Usually, preseason games are ho-hum affairs. The starters play no more than a half before being substituted by the second string, which is replaced in the fourth period by players who usually end up in the CFL or are never heard from again.

But it will be a little different tonight because this is a new stadium with a team that has a new offense, a new backfield, a suspect secondary, a coach in the final year of his contract and an owner named Art Modell who wants a playoff-caliber team.

The Ravens are not fully revved for this one, but they're buzzed.

"At this point, if you play in front of 30,000, 50,000 or 70,000 people, we still have to go out and play hard no matter what," Ravens receiver Michael Jackson said. "We have to focus on winning games, not the hype. It should be exciting for the fans. The new stadium will add an emotional degree to us and the city of Baltimore. We'll have something to identify with."

"It's just a preseason game," defensive tackle James Jones said. "It will be good to get the fanfare of the first game out of the way and get down to the business of playing football. It will only be exciting because any time you go out there and all those fans are behind you, you get excited. That's part of your job."

Fans will get their first glimpse at the Ravens' new two-back set offense and quarterback Jim Harbaugh, who spent four seasons in Indianapolis before signing with the Ravens on Feb. 14. Harbaugh has played well and confidently in training camp; now it's showtime.

"Jim is a youthful 34," Ravens coach Ted Marchibroda said. "He takes care of his body, is always in excellent shape and works all year round. He has taken his share of hits. I wouldn't say he thrives on those things, but he's always ready to come back for more."

The battle for the starting running back job has an added dimension. It's second-year player Jay Graham against veteran Errict Rhett. Graham is No. 1 on the depth chart, but the competition changes with the preseason games.

Both Rhett and Graham will work with the first unit as well as Ben Cavil and Spencer Folau, who will alternate at left guard.

Graham said: "You've already gone through one evaluation as far as training camp, now you get to re-examine yourself against your peers."

"Preseason games are about basic, fundamental football," Rhett said. "I'm going out there to have some fun. It doesn't matter if I run with the first or second team, I like to work. If you run with the first team, then it's not as hard because they just go out there and mash people. If you run with the second team, then it's more like a game on Sunday."

That's been a major difference in this team: some ironman mentality. Before this season, the Ravens had only a few bonafide wackos on the roster like right offensive tackle Orlando Brown, safety Bennie Thompson, and defensive linemen Michael McCrary and Tony Siragusa. Now the Ravens have Rhett, Harbaugh and cornerback Rod Woodson.

Oops.
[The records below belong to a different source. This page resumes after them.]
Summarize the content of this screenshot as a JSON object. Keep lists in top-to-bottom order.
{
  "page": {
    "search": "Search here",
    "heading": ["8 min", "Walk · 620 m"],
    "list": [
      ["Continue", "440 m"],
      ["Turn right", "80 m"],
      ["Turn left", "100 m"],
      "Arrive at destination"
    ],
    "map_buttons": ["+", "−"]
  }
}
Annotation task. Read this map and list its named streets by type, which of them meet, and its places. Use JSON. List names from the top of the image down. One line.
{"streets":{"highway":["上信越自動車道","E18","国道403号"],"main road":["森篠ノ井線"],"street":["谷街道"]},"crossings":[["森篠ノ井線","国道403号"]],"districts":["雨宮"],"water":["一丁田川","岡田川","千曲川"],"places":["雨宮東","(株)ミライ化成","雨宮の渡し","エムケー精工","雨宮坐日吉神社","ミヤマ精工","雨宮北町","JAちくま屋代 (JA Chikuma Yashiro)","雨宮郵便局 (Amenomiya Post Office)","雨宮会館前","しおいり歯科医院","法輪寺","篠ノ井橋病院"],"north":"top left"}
Don't forget fullback Roosevelt Potts. He is a fierce competitor and a little nutsy, too.

"They are warriors," Marchibroda said. "They've added toughness, leadership and they've all been to the playoffs in the last couple of seasons and know what it takes to get there. Clearly, this is the best Ravens team. I expect us to be a playoff caliber team."

Before that happens, the Ravens have to get some improvement out of their secondary. The Ravens added Woodson during the off-season and then drafted University of Miami cornerback Duane Starks with their No. 1 pick in April. Starks reported to camp Wednesday after a two-week holdout. He isn't expected to play much tonight, but defensive coordinator Marvin Lewis will scrutinize the rest of a secondary that finished No. 28 in pass defense a year ago.
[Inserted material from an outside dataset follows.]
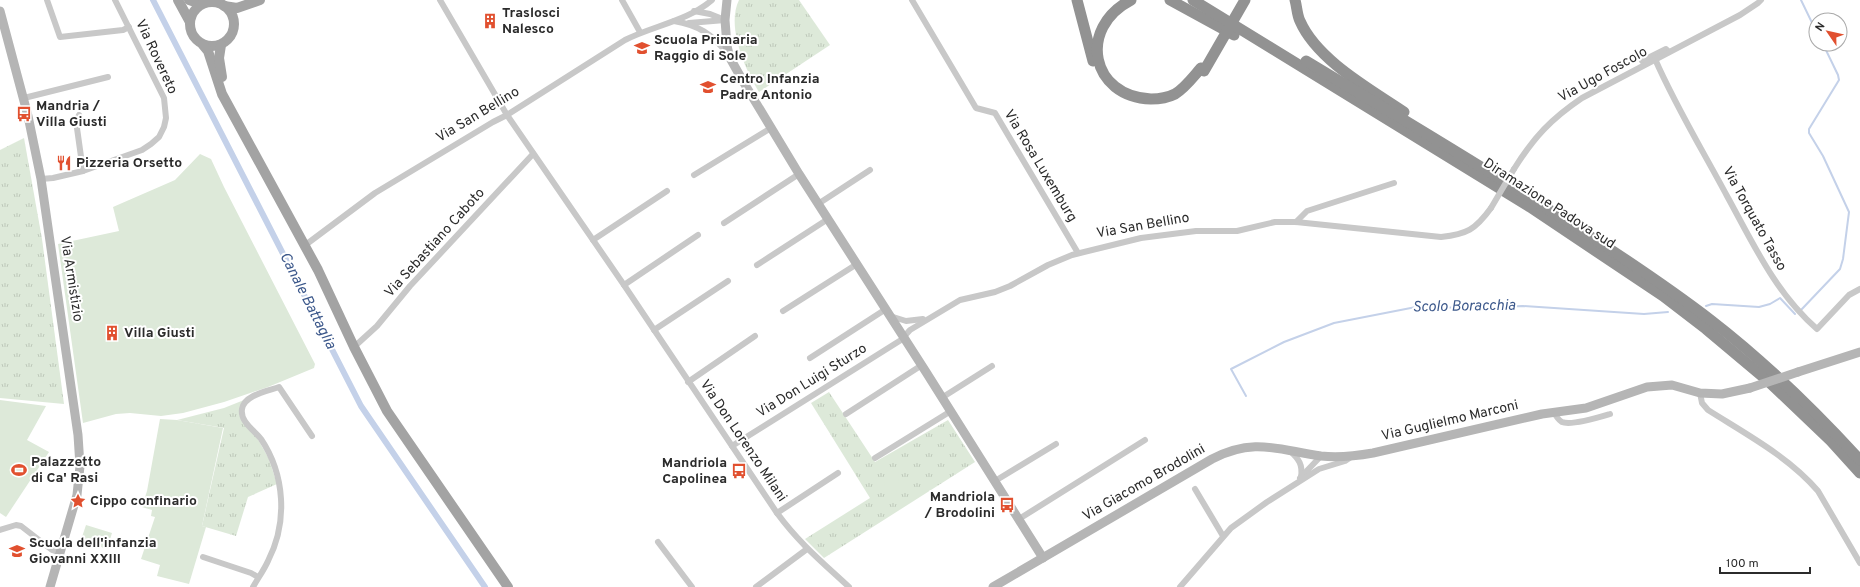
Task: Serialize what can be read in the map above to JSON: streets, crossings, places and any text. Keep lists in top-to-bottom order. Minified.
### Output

The Ravens have several injured defensive linemen, which means backups such as defensive tackle Larry Webster and end Keith Washington will get a lot of work.

Also, Ravens punter Greg Montgomery will be monitored closely by Marchibroda. If Montgomery slips and becomes inconsistent like a year ago, the Ravens might sign veteran Reggie Roby.

"We see the work that went into making it [the stadium] happen and we don't want to disappoint anybody associated with it, including the fans," Marchibroda said. "We're ready to play the Bears. We're tired of going against each other. We're anxious to face somebody else to see how we're progressing and how much we have left. You learn just so much from practice. You learn a lot more in games.

"Because of the new stadium, because this is the first game and we haven't scrimmaged anybody, we're excited about Saturday night," he said.